Knowing vs Understanding

Do you take cream with your tea?

Most people know that many tea drinkers add milk because it tastes better, or because their parents did it that way. That’s knowledge.

But when you learn why the habit started, you move from knowing to understanding.

When the British began trading with China, they imported fine porcelain teacups, which were beautiful but fragile. When hot tea was poured directly into the cups, the porcelain often cracked. Someone eventually discovered that adding cold milk first, then the tea, reduced the thermal shock and prevented damage.

So the tradition wasn’t about taste, class, or refinement. It was practical. Economic. Protective.

That’s understanding.

Today, we live in an age where knowledge is everywhere. Information is cheap, abundant, and instantly accessible. Because of that, knowledge alone has lost much of its value.

So why do we still need experts?

Because experts don’t just know things, they understand how things connect.

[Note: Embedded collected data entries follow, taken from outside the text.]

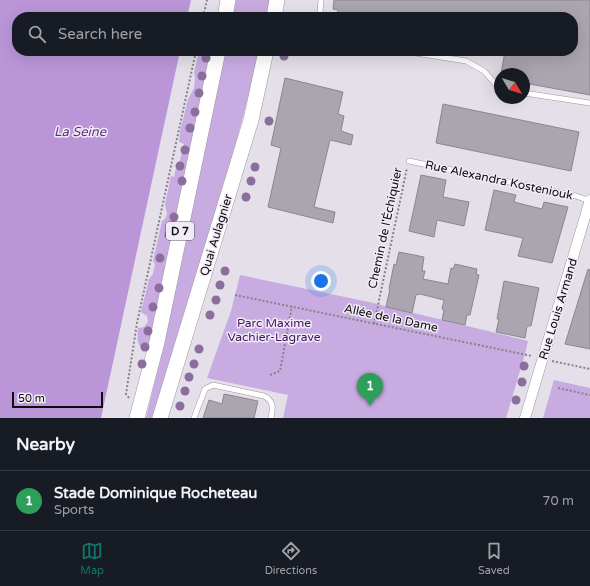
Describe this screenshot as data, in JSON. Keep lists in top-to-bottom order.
{
  "streets": {
    "main road": ["D 7", "Quai Aulagnier"],
    "street": ["Rue Louis Armand"],
    "lane": ["Rue Alexandra Kosteniouk"],
    "path": ["Chemin de l'Échiquier", "Allée de la Dame"]
  },
  "crossings": [
    ["Rue Alexandra Kosteniouk", "Chemin de l'Échiquier"],
    ["Rue Alexandra Kosteniouk", "Rue Louis Armand"],
    ["Chemin de l'Échiquier", "Allée de la Dame"],
    ["Rue Louis Armand", "Allée de la Dame"]
  ],
  "water": ["La Seine"],
  "parks": ["Parc Maxime Vachier-Lagrave"],
  "scale_bar": "50 m",
  "north": "bottom right",
  "page": {
    "search": "Search here",
    "pins": "1",
    "scale": "50 m",
    "heading": "Nearby",
    "list": [
      {
        "mark": "1",
        "name": "Stade Dominique Rocheteau",
        "note": "Sports",
        "value": "70 m"
      }
    ],
    "nav": ["Map", "Directions", "Saved"]
  }
}
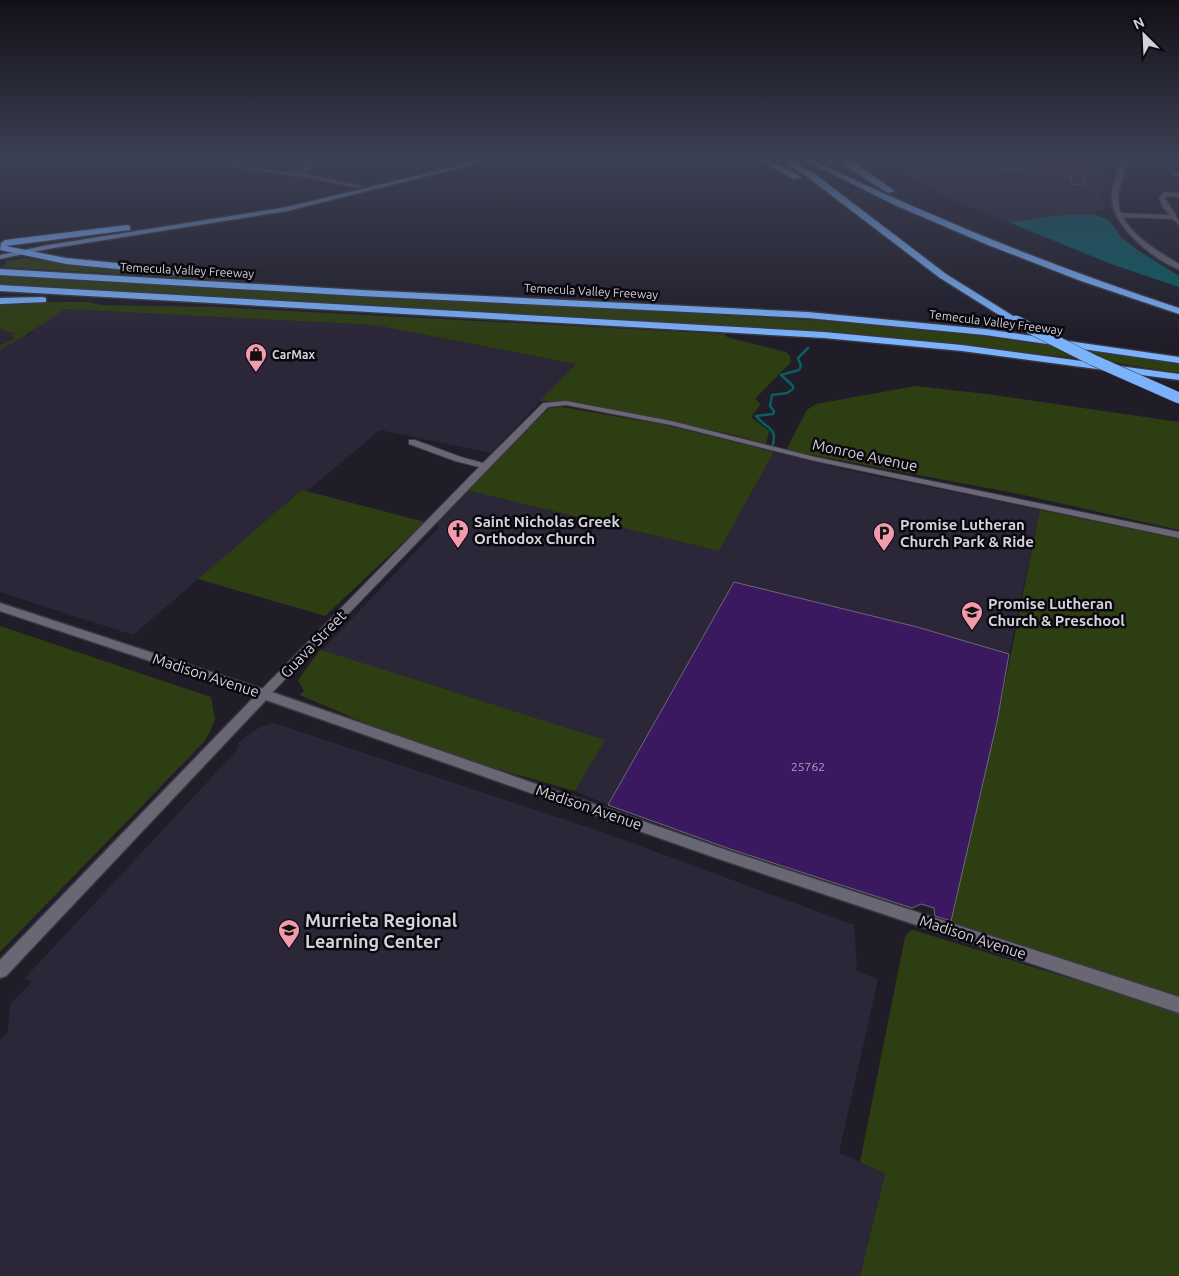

Real estate is no different.

You may know the steps involved in selling your home and buying the next one. You can look them up online in minutes. But a real estate professional understands how each step affects the next, how timing influences leverage, how preparation impacts buyer psychology, how pricing shapes demand, and how one small decision early on can either protect or cost you tens of thousands of dollars later.

Selling a home requires knowledge.
Guiding a client through the process requires understanding.

Understanding means anticipating problems before they appear. It means positioning a property for the right buyer, not just any buyer. It means knowing not only how to sell a home, but who will buy it, and why.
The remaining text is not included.